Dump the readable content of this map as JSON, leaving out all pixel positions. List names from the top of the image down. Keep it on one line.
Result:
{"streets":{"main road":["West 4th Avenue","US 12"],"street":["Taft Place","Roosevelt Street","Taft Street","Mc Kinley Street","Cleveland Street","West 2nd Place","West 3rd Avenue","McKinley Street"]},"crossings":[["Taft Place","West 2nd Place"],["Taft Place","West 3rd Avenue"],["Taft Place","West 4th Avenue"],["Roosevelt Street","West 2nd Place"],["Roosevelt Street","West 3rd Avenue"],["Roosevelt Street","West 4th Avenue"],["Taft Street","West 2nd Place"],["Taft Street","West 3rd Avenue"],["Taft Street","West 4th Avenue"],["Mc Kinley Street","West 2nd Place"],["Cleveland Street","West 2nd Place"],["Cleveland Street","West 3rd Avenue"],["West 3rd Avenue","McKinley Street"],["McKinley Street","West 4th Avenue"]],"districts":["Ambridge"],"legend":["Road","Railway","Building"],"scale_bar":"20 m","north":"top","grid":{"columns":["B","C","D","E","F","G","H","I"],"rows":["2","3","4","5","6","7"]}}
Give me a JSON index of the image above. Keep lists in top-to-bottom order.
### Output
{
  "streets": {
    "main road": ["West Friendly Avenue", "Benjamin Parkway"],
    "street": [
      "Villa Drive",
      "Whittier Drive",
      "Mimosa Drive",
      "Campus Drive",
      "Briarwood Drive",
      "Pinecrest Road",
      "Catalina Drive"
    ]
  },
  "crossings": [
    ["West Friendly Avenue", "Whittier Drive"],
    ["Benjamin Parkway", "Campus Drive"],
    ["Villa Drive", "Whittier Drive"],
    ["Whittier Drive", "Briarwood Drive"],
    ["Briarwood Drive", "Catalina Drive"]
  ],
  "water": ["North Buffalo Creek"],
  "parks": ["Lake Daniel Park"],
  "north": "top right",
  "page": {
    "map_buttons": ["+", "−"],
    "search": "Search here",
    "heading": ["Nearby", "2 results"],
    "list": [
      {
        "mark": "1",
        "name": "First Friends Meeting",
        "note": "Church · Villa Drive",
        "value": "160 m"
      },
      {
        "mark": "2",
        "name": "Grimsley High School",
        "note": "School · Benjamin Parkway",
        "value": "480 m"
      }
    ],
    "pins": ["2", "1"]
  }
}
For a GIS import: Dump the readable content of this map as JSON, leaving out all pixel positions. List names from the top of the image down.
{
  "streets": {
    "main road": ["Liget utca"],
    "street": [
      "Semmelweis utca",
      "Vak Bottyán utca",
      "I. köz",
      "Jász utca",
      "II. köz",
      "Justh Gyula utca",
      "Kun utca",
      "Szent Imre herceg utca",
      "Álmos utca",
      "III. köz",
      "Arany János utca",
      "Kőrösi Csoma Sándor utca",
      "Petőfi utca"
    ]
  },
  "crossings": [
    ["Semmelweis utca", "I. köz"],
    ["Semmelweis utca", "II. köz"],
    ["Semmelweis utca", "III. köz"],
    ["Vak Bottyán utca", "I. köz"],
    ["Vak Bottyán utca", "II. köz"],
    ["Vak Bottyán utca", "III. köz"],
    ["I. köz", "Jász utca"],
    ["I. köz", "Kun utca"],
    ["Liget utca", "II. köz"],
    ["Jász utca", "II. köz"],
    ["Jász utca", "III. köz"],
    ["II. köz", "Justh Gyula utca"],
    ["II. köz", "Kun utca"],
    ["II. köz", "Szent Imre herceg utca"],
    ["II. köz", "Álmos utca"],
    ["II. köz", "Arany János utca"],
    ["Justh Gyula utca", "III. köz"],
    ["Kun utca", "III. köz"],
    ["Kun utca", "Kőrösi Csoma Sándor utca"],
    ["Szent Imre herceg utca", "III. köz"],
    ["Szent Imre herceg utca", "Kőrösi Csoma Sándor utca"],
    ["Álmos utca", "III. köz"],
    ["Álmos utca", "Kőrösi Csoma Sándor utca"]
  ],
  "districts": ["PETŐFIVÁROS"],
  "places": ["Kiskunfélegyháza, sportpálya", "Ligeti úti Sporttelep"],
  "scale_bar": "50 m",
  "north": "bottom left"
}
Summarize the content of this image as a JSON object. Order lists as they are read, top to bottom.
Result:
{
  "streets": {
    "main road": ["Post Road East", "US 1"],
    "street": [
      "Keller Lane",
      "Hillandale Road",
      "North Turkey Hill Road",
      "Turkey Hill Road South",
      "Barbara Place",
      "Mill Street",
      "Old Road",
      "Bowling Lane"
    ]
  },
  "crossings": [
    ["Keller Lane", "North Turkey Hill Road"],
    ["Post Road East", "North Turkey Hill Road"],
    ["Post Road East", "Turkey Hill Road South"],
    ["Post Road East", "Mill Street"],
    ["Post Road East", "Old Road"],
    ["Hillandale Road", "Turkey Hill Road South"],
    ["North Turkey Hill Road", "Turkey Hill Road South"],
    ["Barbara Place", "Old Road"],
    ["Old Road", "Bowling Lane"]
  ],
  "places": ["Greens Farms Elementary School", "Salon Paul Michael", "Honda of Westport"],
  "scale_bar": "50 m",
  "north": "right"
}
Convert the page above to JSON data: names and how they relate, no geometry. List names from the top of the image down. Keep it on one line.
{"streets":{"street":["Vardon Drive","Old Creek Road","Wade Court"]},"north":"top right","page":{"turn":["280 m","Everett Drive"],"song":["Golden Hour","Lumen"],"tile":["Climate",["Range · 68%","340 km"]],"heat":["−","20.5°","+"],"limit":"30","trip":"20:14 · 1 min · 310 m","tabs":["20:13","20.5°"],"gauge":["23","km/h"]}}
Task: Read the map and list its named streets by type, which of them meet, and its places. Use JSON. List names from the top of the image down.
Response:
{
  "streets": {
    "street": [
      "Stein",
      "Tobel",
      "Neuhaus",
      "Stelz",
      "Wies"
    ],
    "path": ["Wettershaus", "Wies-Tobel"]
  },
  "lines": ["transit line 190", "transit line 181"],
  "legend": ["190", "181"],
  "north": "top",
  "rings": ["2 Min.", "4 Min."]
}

| Work instructions |
Set down each entry exactly as it appears above.

| Problem solution |
Dump the readable content of this map as JSON, leaving out all pixel positions. List names from the top of the image down. Keep it on one line.
Result:
{"streets":{"main road":["West 4th Avenue","US 12"],"street":["Taft Place","Roosevelt Street","Taft Street","Mc Kinley Street","Cleveland Street","West 2nd Place","West 3rd Avenue","McKinley Street"]},"crossings":[["Taft Place","West 2nd Place"],["Taft Place","West 3rd Avenue"],["Taft Place","West 4th Avenue"],["Roosevelt Street","West 2nd Place"],["Roosevelt Street","West 3rd Avenue"],["Roosevelt Street","West 4th Avenue"],["Taft Street","West 2nd Place"],["Taft Street","West 3rd Avenue"],["Taft Street","West 4th Avenue"],["Mc Kinley Street","West 2nd Place"],["Cleveland Street","West 2nd Place"],["Cleveland Street","West 3rd Avenue"],["West 3rd Avenue","McKinley Street"],["McKinley Street","West 4th Avenue"]],"districts":["Ambridge"],"legend":["Road","Railway","Building"],"scale_bar":"20 m","north":"top","grid":{"columns":["B","C","D","E","F","G","H","I"],"rows":["2","3","4","5","6","7"]}}
Give me a JSON index of the image above. Keep lists in top-to-bottom order.
### Output
{
  "streets": {
    "main road": ["West Friendly Avenue", "Benjamin Parkway"],
    "street": [
      "Villa Drive",
      "Whittier Drive",
      "Mimosa Drive",
      "Campus Drive",
      "Briarwood Drive",
      "Pinecrest Road",
      "Catalina Drive"
    ]
  },
  "crossings": [
    ["West Friendly Avenue", "Whittier Drive"],
    ["Benjamin Parkway", "Campus Drive"],
    ["Villa Drive", "Whittier Drive"],
    ["Whittier Drive", "Briarwood Drive"],
    ["Briarwood Drive", "Catalina Drive"]
  ],
  "water": ["North Buffalo Creek"],
  "parks": ["Lake Daniel Park"],
  "north": "top right",
  "page": {
    "map_buttons": ["+", "−"],
    "search": "Search here",
    "heading": ["Nearby", "2 results"],
    "list": [
      {
        "mark": "1",
        "name": "First Friends Meeting",
        "note": "Church · Villa Drive",
        "value": "160 m"
      },
      {
        "mark": "2",
        "name": "Grimsley High School",
        "note": "School · Benjamin Parkway",
        "value": "480 m"
      }
    ],
    "pins": ["2", "1"]
  }
}
For a GIS import: Dump the readable content of this map as JSON, leaving out all pixel positions. List names from the top of the image down.
{
  "streets": {
    "main road": ["Liget utca"],
    "street": [
      "Semmelweis utca",
      "Vak Bottyán utca",
      "I. köz",
      "Jász utca",
      "II. köz",
      "Justh Gyula utca",
      "Kun utca",
      "Szent Imre herceg utca",
      "Álmos utca",
      "III. köz",
      "Arany János utca",
      "Kőrösi Csoma Sándor utca",
      "Petőfi utca"
    ]
  },
  "crossings": [
    ["Semmelweis utca", "I. köz"],
    ["Semmelweis utca", "II. köz"],
    ["Semmelweis utca", "III. köz"],
    ["Vak Bottyán utca", "I. köz"],
    ["Vak Bottyán utca", "II. köz"],
    ["Vak Bottyán utca", "III. köz"],
    ["I. köz", "Jász utca"],
    ["I. köz", "Kun utca"],
    ["Liget utca", "II. köz"],
    ["Jász utca", "II. köz"],
    ["Jász utca", "III. köz"],
    ["II. köz", "Justh Gyula utca"],
    ["II. köz", "Kun utca"],
    ["II. köz", "Szent Imre herceg utca"],
    ["II. köz", "Álmos utca"],
    ["II. köz", "Arany János utca"],
    ["Justh Gyula utca", "III. köz"],
    ["Kun utca", "III. köz"],
    ["Kun utca", "Kőrösi Csoma Sándor utca"],
    ["Szent Imre herceg utca", "III. köz"],
    ["Szent Imre herceg utca", "Kőrösi Csoma Sándor utca"],
    ["Álmos utca", "III. köz"],
    ["Álmos utca", "Kőrösi Csoma Sándor utca"]
  ],
  "districts": ["PETŐFIVÁROS"],
  "places": ["Kiskunfélegyháza, sportpálya", "Ligeti úti Sporttelep"],
  "scale_bar": "50 m",
  "north": "bottom left"
}
Summarize the content of this image as a JSON object. Order lists as they are read, top to bottom.
Result:
{
  "streets": {
    "main road": ["Post Road East", "US 1"],
    "street": [
      "Keller Lane",
      "Hillandale Road",
      "North Turkey Hill Road",
      "Turkey Hill Road South",
      "Barbara Place",
      "Mill Street",
      "Old Road",
      "Bowling Lane"
    ]
  },
  "crossings": [
    ["Keller Lane", "North Turkey Hill Road"],
    ["Post Road East", "North Turkey Hill Road"],
    ["Post Road East", "Turkey Hill Road South"],
    ["Post Road East", "Mill Street"],
    ["Post Road East", "Old Road"],
    ["Hillandale Road", "Turkey Hill Road South"],
    ["North Turkey Hill Road", "Turkey Hill Road South"],
    ["Barbara Place", "Old Road"],
    ["Old Road", "Bowling Lane"]
  ],
  "places": ["Greens Farms Elementary School", "Salon Paul Michael", "Honda of Westport"],
  "scale_bar": "50 m",
  "north": "right"
}
Convert the page above to JSON data: names and how they relate, no geometry. List names from the top of the image down. Keep it on one line.
{"streets":{"street":["Vardon Drive","Old Creek Road","Wade Court"]},"north":"top right","page":{"turn":["280 m","Everett Drive"],"song":["Golden Hour","Lumen"],"tile":["Climate",["Range · 68%","340 km"]],"heat":["−","20.5°","+"],"limit":"30","trip":"20:14 · 1 min · 310 m","tabs":["20:13","20.5°"],"gauge":["23","km/h"]}}
Task: Read the map and list its named streets by type, which of them meet, and its places. Use JSON. List names from the top of the image down.
Response:
{
  "streets": {
    "street": [
      "Stein",
      "Tobel",
      "Neuhaus",
      "Stelz",
      "Wies"
    ],
    "path": ["Wettershaus", "Wies-Tobel"]
  },
  "lines": ["transit line 190", "transit line 181"],
  "legend": ["190", "181"],
  "north": "top",
  "rings": ["2 Min.", "4 Min."]
}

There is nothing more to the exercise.